**What you have to do:**
If a line in the listing below contains "position", return that line.

--- Records provided Enclosed Below ---

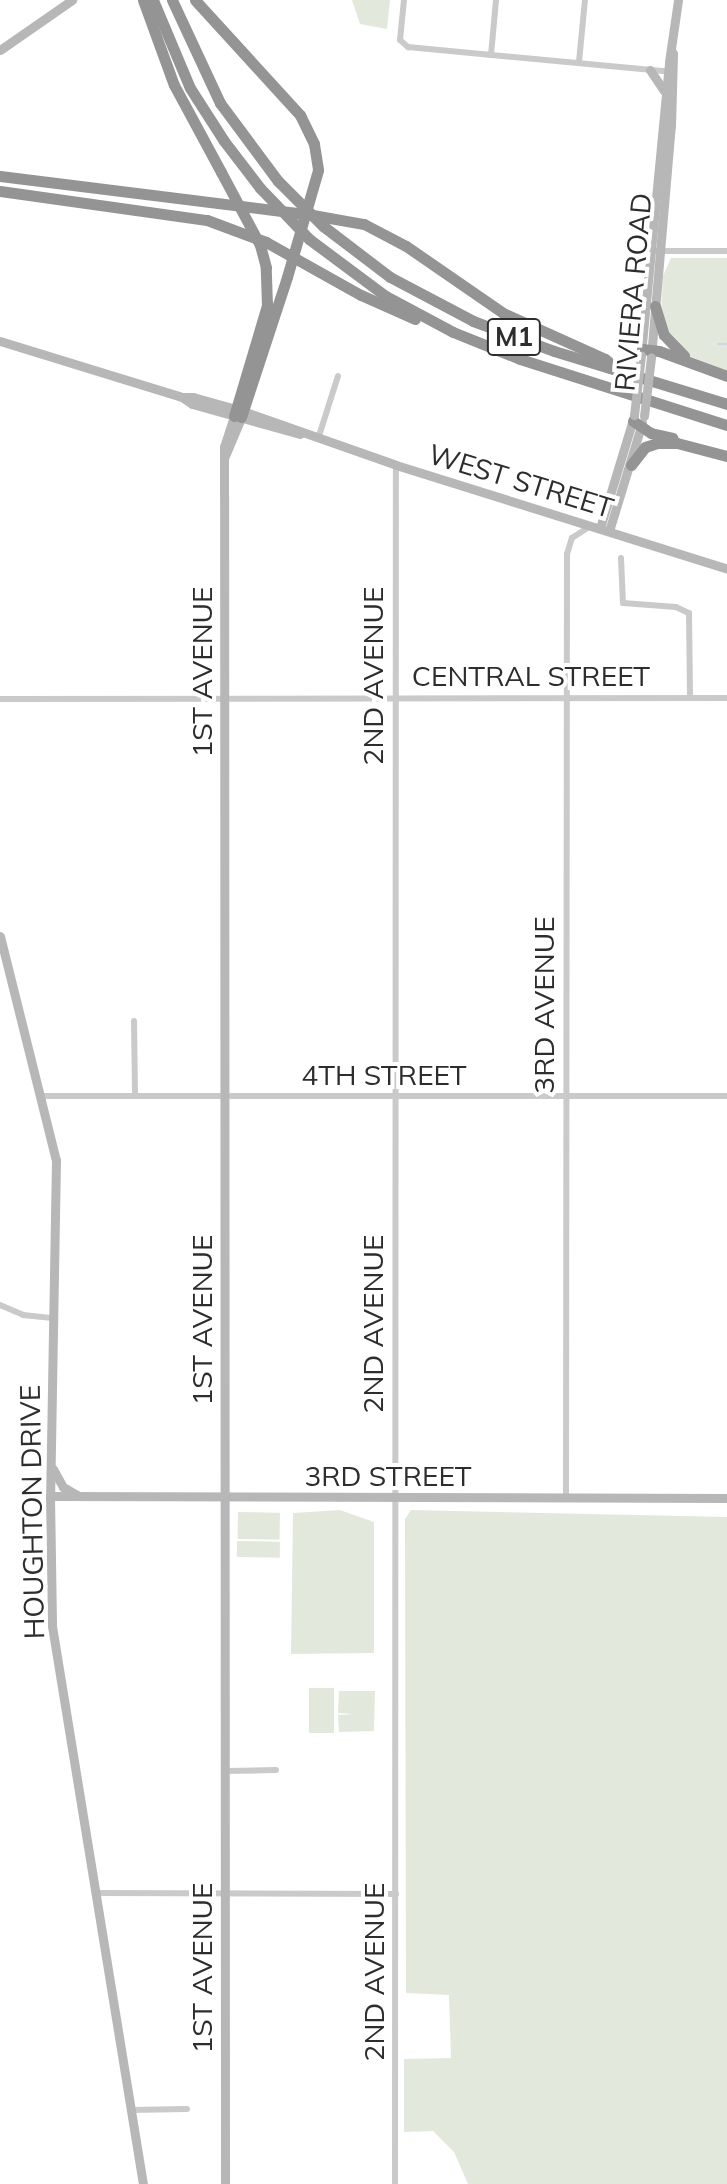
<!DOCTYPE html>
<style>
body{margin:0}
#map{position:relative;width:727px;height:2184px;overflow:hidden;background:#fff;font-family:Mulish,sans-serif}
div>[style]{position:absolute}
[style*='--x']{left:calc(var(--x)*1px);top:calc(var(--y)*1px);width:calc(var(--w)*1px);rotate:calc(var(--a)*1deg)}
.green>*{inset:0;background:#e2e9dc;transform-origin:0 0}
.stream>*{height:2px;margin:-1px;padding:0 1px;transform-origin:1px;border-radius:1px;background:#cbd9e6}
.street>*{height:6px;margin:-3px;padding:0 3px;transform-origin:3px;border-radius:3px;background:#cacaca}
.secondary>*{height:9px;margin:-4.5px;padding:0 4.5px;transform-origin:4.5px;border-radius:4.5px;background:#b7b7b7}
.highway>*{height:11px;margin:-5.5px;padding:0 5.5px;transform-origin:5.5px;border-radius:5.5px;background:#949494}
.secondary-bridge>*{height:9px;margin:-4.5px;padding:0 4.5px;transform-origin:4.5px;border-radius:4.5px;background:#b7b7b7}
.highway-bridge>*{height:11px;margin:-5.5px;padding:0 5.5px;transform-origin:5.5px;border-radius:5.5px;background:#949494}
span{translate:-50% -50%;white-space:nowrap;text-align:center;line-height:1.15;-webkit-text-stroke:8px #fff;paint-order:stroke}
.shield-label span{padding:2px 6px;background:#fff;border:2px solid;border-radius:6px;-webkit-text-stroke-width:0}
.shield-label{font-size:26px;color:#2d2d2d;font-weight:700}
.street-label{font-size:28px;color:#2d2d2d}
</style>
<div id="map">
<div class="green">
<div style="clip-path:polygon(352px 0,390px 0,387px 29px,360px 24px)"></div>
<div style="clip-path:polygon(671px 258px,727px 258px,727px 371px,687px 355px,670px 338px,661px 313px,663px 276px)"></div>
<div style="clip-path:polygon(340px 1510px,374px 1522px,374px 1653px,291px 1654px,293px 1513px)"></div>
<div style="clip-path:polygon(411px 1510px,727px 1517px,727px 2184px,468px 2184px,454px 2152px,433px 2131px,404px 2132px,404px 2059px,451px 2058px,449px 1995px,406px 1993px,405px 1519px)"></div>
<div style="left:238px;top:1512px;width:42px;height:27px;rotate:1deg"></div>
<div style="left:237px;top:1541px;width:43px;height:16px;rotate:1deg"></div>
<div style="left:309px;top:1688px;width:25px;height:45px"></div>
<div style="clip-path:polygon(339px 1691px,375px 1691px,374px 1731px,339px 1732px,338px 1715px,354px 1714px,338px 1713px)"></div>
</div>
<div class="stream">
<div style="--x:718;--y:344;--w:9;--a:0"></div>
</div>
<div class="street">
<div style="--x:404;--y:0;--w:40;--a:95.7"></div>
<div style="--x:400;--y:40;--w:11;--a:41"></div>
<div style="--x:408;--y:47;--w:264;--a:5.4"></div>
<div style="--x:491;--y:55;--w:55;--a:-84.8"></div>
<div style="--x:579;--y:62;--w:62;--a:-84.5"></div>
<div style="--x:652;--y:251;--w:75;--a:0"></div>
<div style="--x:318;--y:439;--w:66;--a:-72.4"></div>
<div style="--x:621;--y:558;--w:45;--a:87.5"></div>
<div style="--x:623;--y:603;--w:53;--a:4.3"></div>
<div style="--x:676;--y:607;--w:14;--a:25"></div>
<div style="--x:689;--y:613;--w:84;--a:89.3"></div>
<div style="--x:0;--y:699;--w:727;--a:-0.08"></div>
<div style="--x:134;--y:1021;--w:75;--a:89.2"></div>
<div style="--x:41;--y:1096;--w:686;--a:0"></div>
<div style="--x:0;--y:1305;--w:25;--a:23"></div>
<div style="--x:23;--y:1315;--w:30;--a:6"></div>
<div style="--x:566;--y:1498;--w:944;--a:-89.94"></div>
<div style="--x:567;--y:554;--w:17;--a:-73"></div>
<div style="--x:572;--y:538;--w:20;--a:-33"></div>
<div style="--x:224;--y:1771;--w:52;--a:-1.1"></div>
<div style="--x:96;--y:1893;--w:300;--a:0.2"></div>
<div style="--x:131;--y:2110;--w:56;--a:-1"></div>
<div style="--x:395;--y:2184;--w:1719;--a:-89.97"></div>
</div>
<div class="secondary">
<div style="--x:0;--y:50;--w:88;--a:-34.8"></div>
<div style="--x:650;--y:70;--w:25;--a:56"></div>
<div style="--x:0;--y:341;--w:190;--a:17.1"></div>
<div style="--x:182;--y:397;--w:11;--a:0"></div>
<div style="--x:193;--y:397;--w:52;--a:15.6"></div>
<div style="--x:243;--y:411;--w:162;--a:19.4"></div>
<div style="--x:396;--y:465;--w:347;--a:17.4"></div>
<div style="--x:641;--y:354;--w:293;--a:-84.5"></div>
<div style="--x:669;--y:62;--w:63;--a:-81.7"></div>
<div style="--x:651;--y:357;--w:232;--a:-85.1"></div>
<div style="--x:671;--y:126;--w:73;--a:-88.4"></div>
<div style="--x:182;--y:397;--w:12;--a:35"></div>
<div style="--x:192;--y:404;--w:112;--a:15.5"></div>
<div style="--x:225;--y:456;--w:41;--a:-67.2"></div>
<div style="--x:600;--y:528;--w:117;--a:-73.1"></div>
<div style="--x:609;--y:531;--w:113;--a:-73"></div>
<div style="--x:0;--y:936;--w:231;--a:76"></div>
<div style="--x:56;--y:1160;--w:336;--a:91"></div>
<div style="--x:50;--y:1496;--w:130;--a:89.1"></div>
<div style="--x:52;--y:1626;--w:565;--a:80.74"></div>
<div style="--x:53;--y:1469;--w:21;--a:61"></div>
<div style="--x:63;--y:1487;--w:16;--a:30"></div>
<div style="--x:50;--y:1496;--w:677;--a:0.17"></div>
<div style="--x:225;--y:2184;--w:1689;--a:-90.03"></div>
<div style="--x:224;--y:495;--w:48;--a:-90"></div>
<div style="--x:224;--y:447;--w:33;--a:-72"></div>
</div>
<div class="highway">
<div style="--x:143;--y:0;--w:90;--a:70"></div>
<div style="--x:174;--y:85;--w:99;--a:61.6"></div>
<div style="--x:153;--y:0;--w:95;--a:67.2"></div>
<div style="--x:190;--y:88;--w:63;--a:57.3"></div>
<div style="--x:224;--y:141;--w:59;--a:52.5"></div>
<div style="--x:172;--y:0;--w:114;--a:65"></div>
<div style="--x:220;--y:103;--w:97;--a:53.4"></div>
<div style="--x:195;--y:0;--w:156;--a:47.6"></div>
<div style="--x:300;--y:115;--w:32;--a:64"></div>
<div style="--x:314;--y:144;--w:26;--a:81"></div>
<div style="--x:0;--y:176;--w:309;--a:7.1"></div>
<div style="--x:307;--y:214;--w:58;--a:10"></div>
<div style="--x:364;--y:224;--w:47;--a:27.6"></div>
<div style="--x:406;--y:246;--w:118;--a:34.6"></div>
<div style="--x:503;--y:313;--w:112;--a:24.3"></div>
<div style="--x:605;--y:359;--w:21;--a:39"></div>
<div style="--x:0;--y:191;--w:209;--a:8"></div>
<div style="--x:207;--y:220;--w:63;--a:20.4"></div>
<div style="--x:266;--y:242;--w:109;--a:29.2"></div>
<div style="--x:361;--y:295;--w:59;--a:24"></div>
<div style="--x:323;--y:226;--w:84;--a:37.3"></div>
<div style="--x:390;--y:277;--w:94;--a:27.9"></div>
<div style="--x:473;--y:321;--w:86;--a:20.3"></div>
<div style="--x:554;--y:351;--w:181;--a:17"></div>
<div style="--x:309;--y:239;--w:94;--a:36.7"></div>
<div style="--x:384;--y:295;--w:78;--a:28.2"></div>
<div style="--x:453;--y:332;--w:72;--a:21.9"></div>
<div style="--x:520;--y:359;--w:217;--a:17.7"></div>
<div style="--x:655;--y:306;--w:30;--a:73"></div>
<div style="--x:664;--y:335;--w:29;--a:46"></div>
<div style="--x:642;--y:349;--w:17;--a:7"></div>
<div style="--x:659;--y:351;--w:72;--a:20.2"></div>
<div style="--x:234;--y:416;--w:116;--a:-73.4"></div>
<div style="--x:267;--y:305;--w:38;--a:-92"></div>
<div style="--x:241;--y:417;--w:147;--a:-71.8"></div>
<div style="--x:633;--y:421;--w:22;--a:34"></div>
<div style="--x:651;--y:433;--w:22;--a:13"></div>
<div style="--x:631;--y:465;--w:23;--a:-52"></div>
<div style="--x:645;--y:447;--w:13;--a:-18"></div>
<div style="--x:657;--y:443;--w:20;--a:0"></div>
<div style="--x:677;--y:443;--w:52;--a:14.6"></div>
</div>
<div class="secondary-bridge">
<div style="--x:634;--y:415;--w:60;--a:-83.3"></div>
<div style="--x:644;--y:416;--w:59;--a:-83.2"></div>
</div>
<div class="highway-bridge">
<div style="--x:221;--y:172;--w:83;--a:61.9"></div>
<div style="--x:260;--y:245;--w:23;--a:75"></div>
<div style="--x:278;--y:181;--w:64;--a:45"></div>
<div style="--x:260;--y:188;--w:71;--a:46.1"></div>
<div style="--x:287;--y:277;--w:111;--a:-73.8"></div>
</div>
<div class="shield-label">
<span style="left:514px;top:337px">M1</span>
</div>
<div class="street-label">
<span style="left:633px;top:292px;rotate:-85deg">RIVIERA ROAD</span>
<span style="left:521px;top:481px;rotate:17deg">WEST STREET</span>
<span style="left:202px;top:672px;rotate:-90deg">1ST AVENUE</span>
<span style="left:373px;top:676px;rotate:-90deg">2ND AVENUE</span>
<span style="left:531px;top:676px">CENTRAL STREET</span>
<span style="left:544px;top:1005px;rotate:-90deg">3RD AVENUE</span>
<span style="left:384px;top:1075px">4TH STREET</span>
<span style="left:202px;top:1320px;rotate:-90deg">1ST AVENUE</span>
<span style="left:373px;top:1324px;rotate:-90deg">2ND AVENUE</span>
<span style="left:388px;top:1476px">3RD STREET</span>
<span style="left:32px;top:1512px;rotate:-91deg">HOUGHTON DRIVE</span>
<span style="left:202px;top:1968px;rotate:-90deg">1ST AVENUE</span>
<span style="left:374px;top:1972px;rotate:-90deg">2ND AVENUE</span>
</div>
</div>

--- End of Enclosed Records provided ---

**Solved exercise:**
#map{position:relative;width:727px;height:2184px;overflow:hidden;background:#fff;font-family:Mulish,sans-serif}
div>[style]{position:absolute}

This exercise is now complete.